— Problem to solve —
Which lines of the data below include the string "controls"? Return each of them.

— Data to examine —
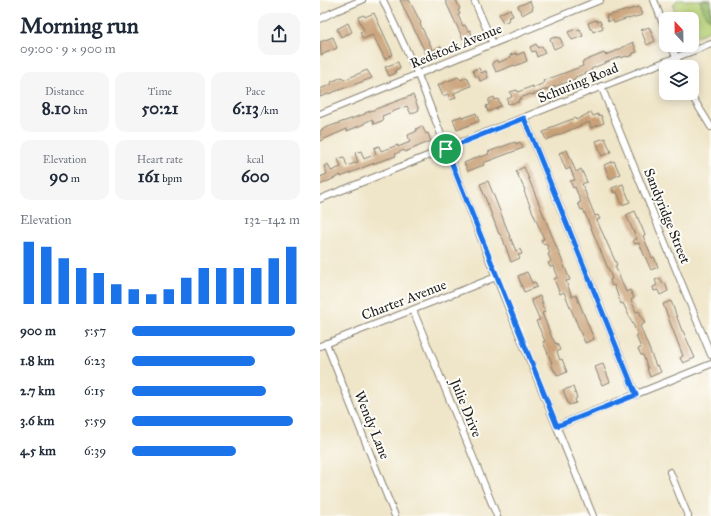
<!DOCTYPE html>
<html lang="en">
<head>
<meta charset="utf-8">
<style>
	:root { --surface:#fff; --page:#f6f6f7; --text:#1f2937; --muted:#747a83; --accent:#1a73e8 }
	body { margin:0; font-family:"IM FELL Great Primer",serif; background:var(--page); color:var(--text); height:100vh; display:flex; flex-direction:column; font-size:15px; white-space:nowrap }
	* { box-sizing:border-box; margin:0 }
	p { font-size:13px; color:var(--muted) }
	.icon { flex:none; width:22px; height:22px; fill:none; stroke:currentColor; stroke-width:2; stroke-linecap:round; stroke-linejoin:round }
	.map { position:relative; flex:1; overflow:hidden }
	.details { display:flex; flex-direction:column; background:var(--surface); width:320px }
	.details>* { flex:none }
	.needle { width:26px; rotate:338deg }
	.controls { position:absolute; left:339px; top:12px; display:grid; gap:8px }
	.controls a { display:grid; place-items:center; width:40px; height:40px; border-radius:8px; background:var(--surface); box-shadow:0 2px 10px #0003; font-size:20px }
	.pin { position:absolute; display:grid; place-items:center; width:34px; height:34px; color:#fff; margin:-17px; border:2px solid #fff; border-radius:50%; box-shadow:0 1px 4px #0007 }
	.round { display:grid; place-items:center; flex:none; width:42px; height:42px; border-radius:12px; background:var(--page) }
	.head { display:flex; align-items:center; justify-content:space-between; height:68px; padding:0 20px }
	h1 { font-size:22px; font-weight:700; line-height:30px }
	.metrics { display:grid; grid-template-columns:repeat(3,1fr); gap:6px; height:68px; padding:4px 20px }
	.metrics div { display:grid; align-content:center; border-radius:10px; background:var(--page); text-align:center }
	.metrics b { font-size:17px; font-weight:700 }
	.metrics small { font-size:11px; font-weight:400 }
	.metrics p { font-size:11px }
	.chart { height:112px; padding:8px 20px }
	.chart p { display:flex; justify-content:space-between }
	.chart svg { width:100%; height:72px; margin-top:4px; stroke:var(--accent); stroke-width:6 }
	ul { padding:0 20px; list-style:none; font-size:13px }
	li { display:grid; grid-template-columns:64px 48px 1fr; align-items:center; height:30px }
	li i { height:10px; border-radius:5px; background:var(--accent) }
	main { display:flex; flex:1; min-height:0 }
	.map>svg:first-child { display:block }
	.green { fill:#b8d278; stroke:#6a774a }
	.forest { fill:#92b468; stroke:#576842 }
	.building { fill:#c9a178 }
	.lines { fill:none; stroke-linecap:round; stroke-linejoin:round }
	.street-casing { stroke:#868072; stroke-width:8 }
	.street { stroke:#fff; stroke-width:6 }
	.route-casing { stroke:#fff; stroke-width:8 }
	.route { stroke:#1a73e8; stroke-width:5 }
	.labels { text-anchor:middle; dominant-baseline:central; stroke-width:4; stroke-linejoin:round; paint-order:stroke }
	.street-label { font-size:14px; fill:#1c1c1c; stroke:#fdfcf7 }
</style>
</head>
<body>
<main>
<section class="details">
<div class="head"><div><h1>Morning run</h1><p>09:00 · 9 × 900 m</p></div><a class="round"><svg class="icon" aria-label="share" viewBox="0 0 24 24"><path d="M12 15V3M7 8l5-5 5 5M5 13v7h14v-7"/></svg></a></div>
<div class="metrics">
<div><p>Distance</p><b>8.10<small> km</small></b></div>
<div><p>Time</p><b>50:21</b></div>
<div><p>Pace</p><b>6:13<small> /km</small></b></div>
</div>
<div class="metrics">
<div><p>Elevation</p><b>90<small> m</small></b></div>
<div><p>Heart rate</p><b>161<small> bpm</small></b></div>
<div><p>kcal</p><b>600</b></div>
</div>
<div class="chart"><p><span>Elevation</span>132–142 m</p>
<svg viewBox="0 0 160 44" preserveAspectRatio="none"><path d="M5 44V6M15 44V9M25 44V16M35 44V22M45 44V25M55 44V32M65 44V35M75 44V38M85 44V35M95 44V28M105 44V22M115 44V22M125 44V22M135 44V22M145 44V16M155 44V9"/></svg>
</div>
<ul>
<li><b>900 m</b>5:57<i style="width:97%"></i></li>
<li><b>1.8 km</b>6:23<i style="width:73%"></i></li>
<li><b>2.7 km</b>6:15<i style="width:80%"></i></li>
<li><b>3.6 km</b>5:59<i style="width:96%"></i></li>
<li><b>4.5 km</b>6:39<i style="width:62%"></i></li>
</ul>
</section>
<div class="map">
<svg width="391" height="516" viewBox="0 0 391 516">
	<rect width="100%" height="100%" fill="#fdfcf7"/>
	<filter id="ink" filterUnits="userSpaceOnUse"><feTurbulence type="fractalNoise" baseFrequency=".025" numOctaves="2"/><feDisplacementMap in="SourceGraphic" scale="8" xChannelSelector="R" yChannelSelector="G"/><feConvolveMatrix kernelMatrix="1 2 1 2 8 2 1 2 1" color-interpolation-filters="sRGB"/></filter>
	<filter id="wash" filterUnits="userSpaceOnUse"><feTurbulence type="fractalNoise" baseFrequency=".012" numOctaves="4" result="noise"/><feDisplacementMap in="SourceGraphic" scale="16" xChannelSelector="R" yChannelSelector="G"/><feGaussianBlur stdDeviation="0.9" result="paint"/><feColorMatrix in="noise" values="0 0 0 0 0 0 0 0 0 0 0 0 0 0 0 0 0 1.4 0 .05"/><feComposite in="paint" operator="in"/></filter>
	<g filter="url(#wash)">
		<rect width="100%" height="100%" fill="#efe5c8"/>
		<path class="green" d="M357,0H391V30L372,38V19H358L353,6Z"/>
		<path class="forest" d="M380,0H391V20L384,14Z"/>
		<g id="blocks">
			<path class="building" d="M80,0H89L101,23L100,24L113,50L121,46L123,52L108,58Z
				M125,0H136L140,9L138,10L140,14L138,15L143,26L145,25L148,31L150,30L152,35L143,39Z
				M210,1L213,9L202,15L198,6Z
				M319,7L322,15L308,19V18L294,23L292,20L288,22L286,16Z
				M190,9L193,16L189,17L188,21L183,23L179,14Z
				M54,13L73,54L65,59L53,35L43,39L40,32L44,31L38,17L44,15L45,17Z
				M276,20L277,22L280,21L283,28L273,32L272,29H270L268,23Z
				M28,23L32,32L21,37L17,29Z
				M329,27L335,41L327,45L321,30Z
				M256,29L257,30L260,29L263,36L252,40L248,32Z
				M13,37L17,48L1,55L0,42Z
				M235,37V38L237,37L238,38H240L243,45L234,49L230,39Z
				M313,42L317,52L313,53V55L307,57L306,56L301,58V56L271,69L272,71L255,77V79L212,95L211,94L200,98L201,99L198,100L199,102L188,104L187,99L192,97L190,92L197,90L198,92L213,86V88L224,83L223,81L263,66L262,62L284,53L285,55L294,52Z
				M216,44L218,48L222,46L225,53L217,57L215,51L212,52L210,47Z
				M204,52L207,61L195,66L194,65L176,72L172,63L177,60L178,63L191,57L190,55L196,53L197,55Z
				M78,62L80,68L75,70L76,73L69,76L65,67Z
				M159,68L161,73L166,71L168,78L160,81L158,76L156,77L153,70Z
				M47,70L52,78L0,97V89L12,84L11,82L22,77L24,80Z
				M138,77L141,80L147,77L151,86L134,93L136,98L130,100L128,94L123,96L118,85Z
				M93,95L99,110L91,114L87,106L62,116L64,120L54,124L52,119L44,123V124L27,131V129L0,141V131L5,128L45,114V113Z
				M174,97L175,100L178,99L181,106L177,107V108L168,112L166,106L169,105V99Z
				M271,112L273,116L278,114V116L281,115L284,123L271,128L269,122L226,140L223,132L229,130V128L255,118L256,120Z
				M156,113L159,121L137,130L133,119L142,116L143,118Z
				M102,126L106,134L108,133L111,141L85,152L84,150L75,154L76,156L49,165L21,177V175L0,185V177L7,174L4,166L8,164L11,171L21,167L18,159L24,157L27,166L38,162L35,153L41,151L44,159L56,154L54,148L59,146L61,151L78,145V147L90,142L88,135L97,131L96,129Z
				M285,138L291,152L282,156L276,141Z
				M195,142L196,144L200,142L203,148L163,163L164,165L148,171L144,163L160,156L161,157L169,154L168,152Z
				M247,150L256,172L261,169L267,182L262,184L275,216L278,215L280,219L277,220L278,223L297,265L295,266L306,292L310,290L314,298L311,300L316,312L319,311L325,323L320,326L336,366L338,365L341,372L330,377L327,369H328L323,355H321L318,349L321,348L316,336L318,335L303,303L301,304L294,285L292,286L290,280L292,279L290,273L263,209L261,210L258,203L261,202L255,187L253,188L250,181L255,180L250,168L246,170L239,153Z
				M294,161L300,174L290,179L284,165Z
				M204,167L250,280L246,281L252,297L256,295L274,339L265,343L244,292L240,294L234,279L238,277L234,266L230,267L228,263L231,261L228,254L230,253L226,243L223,244L221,240L224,239L204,191L205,190L196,171Z
				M168,181L193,244L196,251L200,249L202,254L198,255L200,258L191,262L183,239L180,234H179L160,184Z
				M303,184L310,202L302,205L297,192L294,193L292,188Z
				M315,211L325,235L323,236L332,258L334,257L338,267L331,270L319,243L315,244L313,240L317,239L306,215Z
				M207,272L212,283L215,282L217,287L204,292L198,276Z
				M340,278L343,284L345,283L348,291L340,295L338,290L334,291L333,287L337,285L335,280Z
				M220,296L223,303H221L225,312L222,313L232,338L236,344L237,343L240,350L237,352L240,360L242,359L247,372L238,376L235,371H234L231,363H232L223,342L225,341L216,321L220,320L211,300Z
				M351,301L362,331H363L375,358L363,363L360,358L363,356L343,304Z
				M283,364L290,382L282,385L275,367Z
				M253,387L257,398L255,399L256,403L249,405L243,390Z"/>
		</g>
	</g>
	<g filter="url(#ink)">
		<use href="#blocks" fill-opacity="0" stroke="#868072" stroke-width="1"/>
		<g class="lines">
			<g class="street-casing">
				<path id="street" d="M63,0L98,75L176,277L273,516
					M154,0L173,44
					M334,0L346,32
					M0,19L11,13L42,0
					M351,45L360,67
					M281,86L391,355
					M370,93L391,127
					M0,114L280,0
					M204,118L316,395
					M0,199C130,147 260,94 391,44
					M93,310L177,516
					M6,343L75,516
					M0,346L176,277
					M237,426L391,364
					M350,472L368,516"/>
			</g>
			<use href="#street" class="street"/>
		</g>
	</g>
	<g class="lines" filter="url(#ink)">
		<g class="route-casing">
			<path id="route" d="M204,118L316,395L237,426L126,149Z"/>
		</g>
		<use href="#route" class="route"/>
	</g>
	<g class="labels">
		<g class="street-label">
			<text transform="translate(136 46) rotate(-22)">Redstock Avenue</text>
			<text transform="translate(258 83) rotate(-22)">Schuring Road</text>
			<text transform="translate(347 216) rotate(68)">Sandyridge Street</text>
			<text transform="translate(84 300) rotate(-21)">Charter Avenue</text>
			<text transform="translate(146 408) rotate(68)">Julie Drive</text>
			<text transform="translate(52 425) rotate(68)">Wendy Lane</text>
		</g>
	</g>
</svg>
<div class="controls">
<a><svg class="needle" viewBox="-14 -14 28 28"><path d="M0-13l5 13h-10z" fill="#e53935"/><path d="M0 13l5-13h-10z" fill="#747a83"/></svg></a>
<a><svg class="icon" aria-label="layers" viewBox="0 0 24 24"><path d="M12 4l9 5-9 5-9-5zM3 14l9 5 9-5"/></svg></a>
</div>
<div class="pin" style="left:126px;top:149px;background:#1e9e55"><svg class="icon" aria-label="arrive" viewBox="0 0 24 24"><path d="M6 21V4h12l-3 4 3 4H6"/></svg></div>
</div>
</main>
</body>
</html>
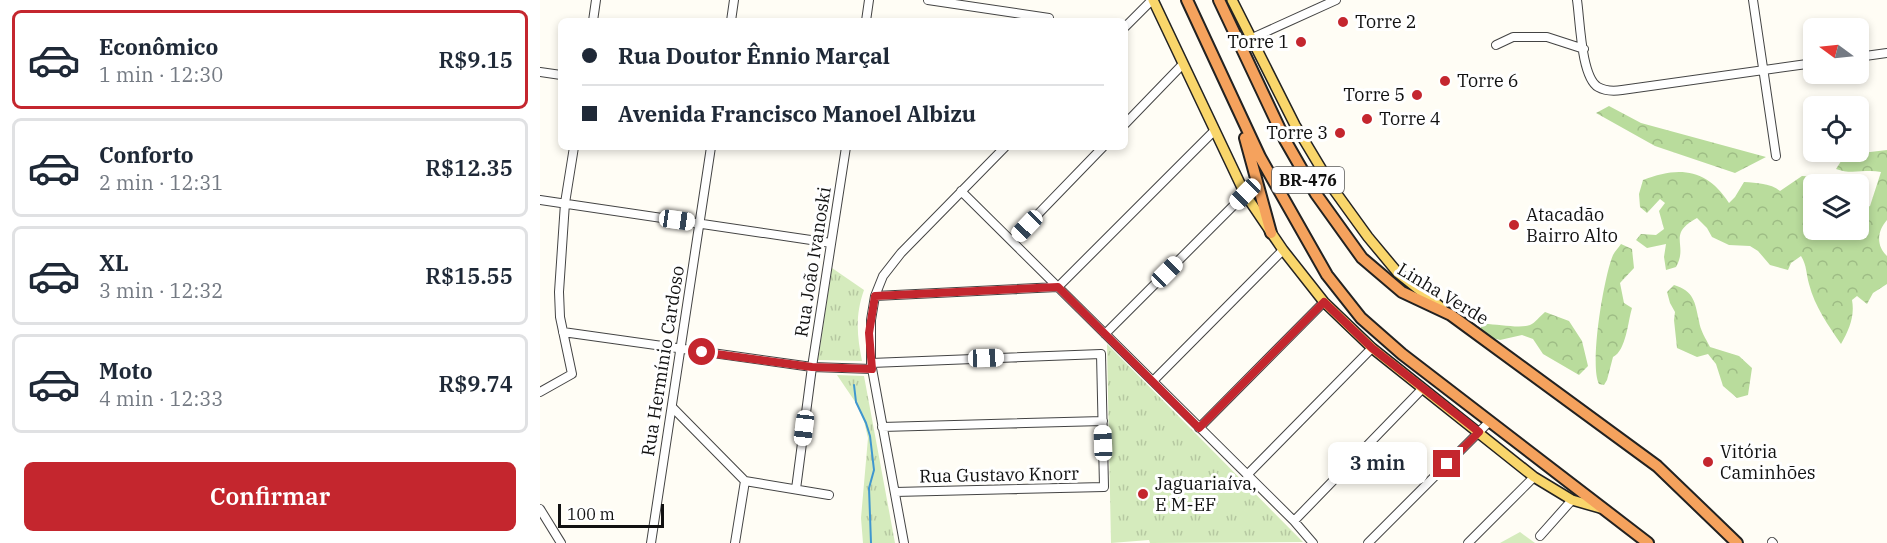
<!DOCTYPE html>
<html lang="pt">
<head>
<meta charset="utf-8">
<style>
  :root { --surface:#fff; --page:#f2f2f3; --text:#1f2937; --muted:#747a83; --line:#e0e1e3; --accent:#c4262e }
  body { margin:0; font-family:"IBM Plex Serif",serif; background:var(--page); color:var(--text); height:100vh; display:flex; flex-direction:column; font-size:22px; white-space:nowrap }
  * { box-sizing:border-box; margin:0 }
  p { font-size:20px; color:var(--muted) }
  .icon { flex:none; width:33px; height:33px; fill:none; stroke:currentColor; stroke-width:2; stroke-linecap:round; stroke-linejoin:round }
  .map { position:relative; flex:1; overflow:hidden }
  .details { display:flex; flex-direction:column; background:var(--surface); width:540px }
  .details>* { flex:none }
  .guide { position:absolute; left:18px; top:18px; width:570px; height:132px; border-radius:9px; box-shadow:0 3px 9px #0003; display:grid; align-content:center; height:132px; padding:0 24px; background:var(--surface) }
  .needle { width:39px; rotate:285deg }
  .tools { position:absolute; left:1263px; top:18px; display:grid; gap:12px }
  .tools a { display:grid; place-items:center; width:66px; height:66px; border-radius:9px; background:var(--surface); box-shadow:0 3px 9px #0003; font-size:30px }
  .scale { position:absolute; left:18px; bottom:15px; width:106px; box-sizing:border-box; padding-left:6px; border:3px solid #111; border-top:0; font-size:16px; line-height:21px; white-space:nowrap; color:#111; -webkit-text-stroke:4px #fff; paint-order:stroke }
  .end { position:absolute; width:27px; height:27px; margin:-14px; border:8px solid #c4262e; background:#fff; box-shadow:0 0 0 3px #fff }
  .from { border-radius:50% }
  .bubble { position:absolute; height:42px; border-radius:9px; background:var(--surface); box-shadow:0 3px 9px #0003; font-size:20px; font-weight:600; line-height:42px; text-align:center }
  .car { position:absolute; width:18px; height:36px; margin:-18px -9px; border-radius:8px; box-shadow:0 0 4px 2px #0007; background:linear-gradient(#fff 24%,#345 0 40%,#fff 0 76%,#345 0 86%,#fff 0) }
  .guide b { display:flex; align-items:center; gap:21px; height:57px; font-size:22px }
  .guide b+b { border-top:2px solid var(--line) }
  .guide i { width:15px; height:15px; background:var(--text) }
  ul { padding:10px 0 0; list-style:none }
  li { display:flex; align-items:center; gap:18px; height:99px; margin:0 12px 9px; padding:0 12px; border:3px solid var(--line); border-radius:9px }
  li div { flex:1 }
  li b { display:block; font-size:22px }
  li em { font-style:normal; font-weight:600 }
  li.on { border-color:var(--accent) }
  li>.icon { width:54px; height:54px; stroke-width:1.5 }
  .primary-button { display:flex; gap:12px; margin-top:auto; padding:12px 24px }
  .primary-button a { flex:1; height:69px; border-radius:9px; background:var(--accent); color:#fff; font-size:24px; font-weight:600; line-height:69px; text-align:center }
  main { display:flex; flex:1; min-height:0 }
  .map>svg:first-child { display:block }
  .forest { fill:url(#forest-crowns) }
  .park { fill:url(#park-tufts) }
  .lines { fill:none; stroke-linecap:round; stroke-linejoin:round }
  .stream { stroke:#3f96cf; stroke-width:2 }
  .minor-casing { stroke:#444; stroke-width:10 }
  .major-casing { stroke:#222; stroke-width:12 }
  .highway-casing { stroke:#222; stroke-width:14 }
  .minor { stroke:#fff; stroke-width:8 }
  .major { stroke:#f9d66b; stroke-width:9 }
  .highway { stroke:#f5a25d; stroke-width:10 }
  .route { stroke:#c4262e; stroke-width:8 }
  .poi-dot { fill:#c4262e; stroke:#fff; stroke-width:2 }
  .labels { text-anchor:middle; stroke-width:6; stroke-linejoin:round; paint-order:stroke }
  .shield { fill:#fff; stroke:#585858; stroke-width:1.5 }
  .shield-label { font-size:16px; font-weight:bold; fill:#111 }
  .poi-label { font-size:18px; fill:#111; stroke:#fff; text-anchor:start }
  .street-label { font-size:18px; fill:#111; stroke:#fff }
</style>
</head>
<body>
<main>
<section class="details">
<ul>
<li class="on"><svg class="icon" aria-label="car" viewBox="0 0 24 24"><path d="M5 17H2v-5l4-1 3-4h7l3 4 3 1v5h-3M9 17h6M6 11h13"/><circle cx="7" cy="17" r="2"/><circle cx="17" cy="17" r="2"/></svg><div><b>Econômico</b><p>1 min · 12:30</p></div><em>R$9.15</em></li>
<li><svg class="icon" aria-label="car" viewBox="0 0 24 24"><path d="M5 17H2v-5l4-1 3-4h7l3 4 3 1v5h-3M9 17h6M6 11h13"/><circle cx="7" cy="17" r="2"/><circle cx="17" cy="17" r="2"/></svg><div><b>Conforto</b><p>2 min · 12:31</p></div><em>R$12.35</em></li>
<li><svg class="icon" aria-label="car" viewBox="0 0 24 24"><path d="M5 17H2v-5l4-1 3-4h7l3 4 3 1v5h-3M9 17h6M6 11h13"/><circle cx="7" cy="17" r="2"/><circle cx="17" cy="17" r="2"/></svg><div><b>XL</b><p>3 min · 12:32</p></div><em>R$15.55</em></li>
<li><svg class="icon" aria-label="car" viewBox="0 0 24 24"><path d="M5 17H2v-5l4-1 3-4h7l3 4 3 1v5h-3M9 17h6M6 11h13"/><circle cx="7" cy="17" r="2"/><circle cx="17" cy="17" r="2"/></svg><div><b>Moto</b><p>4 min · 12:33</p></div><em>R$9.74</em></li>
</ul>
<div class="primary-button"><a>Confirmar</a></div>
</section>
<div class="map">
<svg width="1347" height="543" viewBox="0 0 1347 543">
  <defs>
    <pattern id="forest-crowns" width="20" height="18" patternUnits="userSpaceOnUse" patternTransform="scale(1.5)"><rect width="20" height="18" fill="#b9dc9c"/><path d="M2 6a3 3 0 1 1 6 0M12 15a3 3 0 1 1 6 0" fill="none" stroke="#9ebc85"/></pattern>
    <pattern id="park-tufts" width="24" height="20" patternUnits="userSpaceOnUse" patternTransform="scale(1.5)"><rect width="24" height="20" fill="#d5ebbd"/><path d="M3 7l-1-3M5 7V3M7 7l1-3M15 17l-1-3M17 17v-4M19 17l1-3" fill="none" stroke="#b6c8a1"/></pattern>
  </defs>
  <rect width="100%" height="100%" fill="#fffdf5"/>
  <path class="forest" d="M1069,106L1101,123L1226,157L1195,173L1115,146L1056,113Z
    M1347,150V220C1337,231 1336,246 1347,256V284L1333,293L1327,304L1317,296L1312,300C1315,316 1309,330 1301,344C1288,325 1275,307 1269,284C1266,273 1267,266 1261,256L1251,263L1248,270L1230,265L1218,251L1210,246L1189,245L1172,237L1167,228L1157,218C1126,235 1149,244 1136,267L1126,270L1124,257L1126,244L1107,248L1096,240L1101,234L1116,235L1124,229L1119,211L1125,203L1120,199L1107,213L1100,207L1099,194L1103,180C1138,166 1167,168 1189,203L1195,197L1204,182C1217,183 1230,183 1240,191L1262,176L1283,177V184H1274V230H1318L1319,211L1330,206L1341,172C1325,169 1311,175 1296,169L1305,155Z
    M1081,244L1092,249L1094,268L1080,283L1084,303L1092,308C1088,321 1086,351 1073,357L1067,380L1064,385L1059,384C1049,365 1064,276 1073,255C1075,251 1079,247 1081,244Z
    M1134,285C1154,291 1155,302 1159,321C1160,330 1166,339 1170,347L1199,356L1212,368L1208,395L1197,398L1183,386L1176,364L1168,354L1157,357L1137,348L1134,320L1135,312L1130,303L1127,292Z
    M1005,312L1029,321L1042,341L1048,366L1039,375L1003,354L993,339L982,335L960,340L941,335V324C955,323 978,329 990,325C995,323 1000,316 1005,312Z"/>
  <path class="park" d="M292,268L324,290C315,315 317,336 322,361L278,360Z
    M567,344L763,542L610,543L609,540L571,543Z
    M297,375L324,376L355,543H323L321,518L328,438L324,421L316,403Z
    M980,532L995,543H960Z"/>
  <g class="lines">
    <path class="stream" d="M314,385L316,402L326,423L330,436L334,470L329,488L331,543"/>
    <defs>
      <path id="minor" d="M388,0L509,18
        M1037,0C1040,19 1041,77 1058,87C1065,91 1075,91 1082,90L1274,63
        M1213,0L1236,156
        M53,21L56,0
        M191,21L194,0
        M326,21L329,0
        M585,27L612,0
        M710,39L796,0
        M956,45L973,37H1007L1044,49
        M1318,57L1347,53
        M0,72L21,75
        M585,124L643,64
        M421,191L754,521L773,543
        M0,200L291,243
        M472,241L563,147
        M335,296L518,287L674,131
        M23,332L272,367L332,369
        M565,334L705,194
        M331,363L561,354L564,487L355,492
        M613,381L743,250
        M0,392L32,374L20,317L19,292L25,203L34,147
        M132,407L205,481L289,495
        M342,427L563,421
        M659,428L784,302
        M707,475L832,348
        M256,489L272,367L306,147
        M0,509L21,543
        M754,521L883,388
        M1000,536L1032,500
        M1232,542L1233,543
        M111,543L171,147
        M195,543L205,481
        M364,543L331,363V320L335,296L343,276L361,253L465,147
        M828,543L949,422
        M928,543L994,477"/>
      <path id="major" d="M613,0L705,194L743,250L784,302L832,348L994,477L1032,500L1060,508
        M692,0L755,125L794,190L828,237L858,273L902,308"/>
      <path id="highway" d="M647,0L720,157L787,275L821,318L862,354L1108,543
        M679,0L745,140L776,194L822,258L862,292L911,315L1117,466L1197,543
        M705,138L731,233"/>
    </defs>
    <use href="#minor" class="minor-casing"/>
    <use href="#major" class="major-casing"/>
    <use href="#highway" class="highway-casing"/>
    <use href="#minor" class="minor"/>
    <use href="#major" class="major"/>
    <use href="#highway" class="highway"/>
  </g>
  <g class="lines">
    <path class="route" d="M162,352L272,367L332,369L329,333L335,296L518,287L659,428L784,302L832,348L939,432L907,464"/>
  </g>
  <g class="poi-dot">
    <circle cx="803" cy="22" r="6"/>
    <circle cx="761" cy="42" r="6"/>
    <circle cx="905" cy="81" r="6"/>
    <circle cx="877" cy="95" r="6"/>
    <circle cx="827" cy="119" r="6"/>
    <circle cx="800" cy="133" r="6"/>
    <circle cx="974" cy="225" r="6"/>
    <circle cx="1168" cy="462" r="6"/>
    <circle cx="603" cy="494" r="6"/>
  </g>
  <g class="labels">
    <rect class="shield" x="732" y="167" width="72" height="26" rx="4.5"/>
    <g class="shield-label">
      <text x="768" y="186">BR-476</text>
    </g>
    <g class="poi-label">
      <text x="815" y="28">Torre 2</text>
      <text x="749" y="48" text-anchor="end">Torre 1</text>
      <text x="917" y="87">Torre 6</text>
      <text x="865" y="101" text-anchor="end">Torre 5</text>
      <text x="839" y="125">Torre 4</text>
      <text x="788" y="139" text-anchor="end">Torre 3</text>
      <text x="986" y="221">Atacadão<tspan x="986" dy="21">Bairro Alto</tspan></text>
      <text x="1180" y="458">Vitória<tspan x="1180" dy="21">Caminhões</tspan></text>
      <text x="615" y="490">Jaguariaíva,<tspan x="615" dy="21">E M-EF</tspan></text>
    </g>
    <g class="street-label">
      <text transform="translate(273 262) rotate(-81)" y="6">Rua João Ivanoski</text>
      <text transform="translate(903 294) rotate(31)" y="6">Linha Verde</text>
      <text transform="translate(123 361) rotate(-81)" y="6">Rua Hermínio Cardoso</text>
      <text transform="translate(459 475) rotate(-1)" y="6">Rua Gustavo Knorr</text>
    </g>
  </g>
</svg>
<div class="tools">
<a><svg class="needle" viewBox="-14 -14 28 28"><path d="M0-13l5 13h-10z" fill="#e53935"/><path d="M0 13l5-13h-10z" fill="#747a83"/></svg></a>
<a><svg class="icon" aria-label="locate" viewBox="0 0 24 24"><circle cx="12" cy="12" r="6"/><path d="M12 2v4M12 18v4M2 12h4M18 12h4"/></svg></a>
<a><svg class="icon" aria-label="layers" viewBox="0 0 24 24"><path d="M12 4l9 5-9 5-9-5zM3 14l9 5 9-5"/></svg></a>
</div>
<div class="scale">100 m</div>
<i class="end from" style="left:162px;top:352px"></i>
<i class="end" style="left:907px;top:464px"></i>
<div class="bubble" style="left:788px;top:442px;width:99px">3 min</div>
<i class="car" style="left:705px;top:194px;rotate:225deg"></i>
<i class="car" style="left:137px;top:220px;rotate:98deg"></i>
<i class="car" style="left:487px;top:226px;rotate:224deg"></i>
<i class="car" style="left:627px;top:272px;rotate:45deg"></i>
<i class="car" style="left:446px;top:358px;rotate:88deg"></i>
<i class="car" style="left:264px;top:428px;rotate:187deg"></i>
<i class="car" style="left:563px;top:443px;rotate:358deg"></i>
<div class="guide">
<b><i class="from"></i>Rua Doutor Ênnio Marçal</b>
<b><i></i>Avenida Francisco Manoel Albizu</b>
</div>
</div>
</main>
</body>
</html>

— Exercise answer —
	.controls { position:absolute; left:339px; top:12px; display:grid; gap:8px }
	.controls a { display:grid; place-items:center; width:40px; height:40px; border-radius:8px; background:var(--surface); box-shadow:0 2px 10px #0003; font-size:20px }
<div class="controls">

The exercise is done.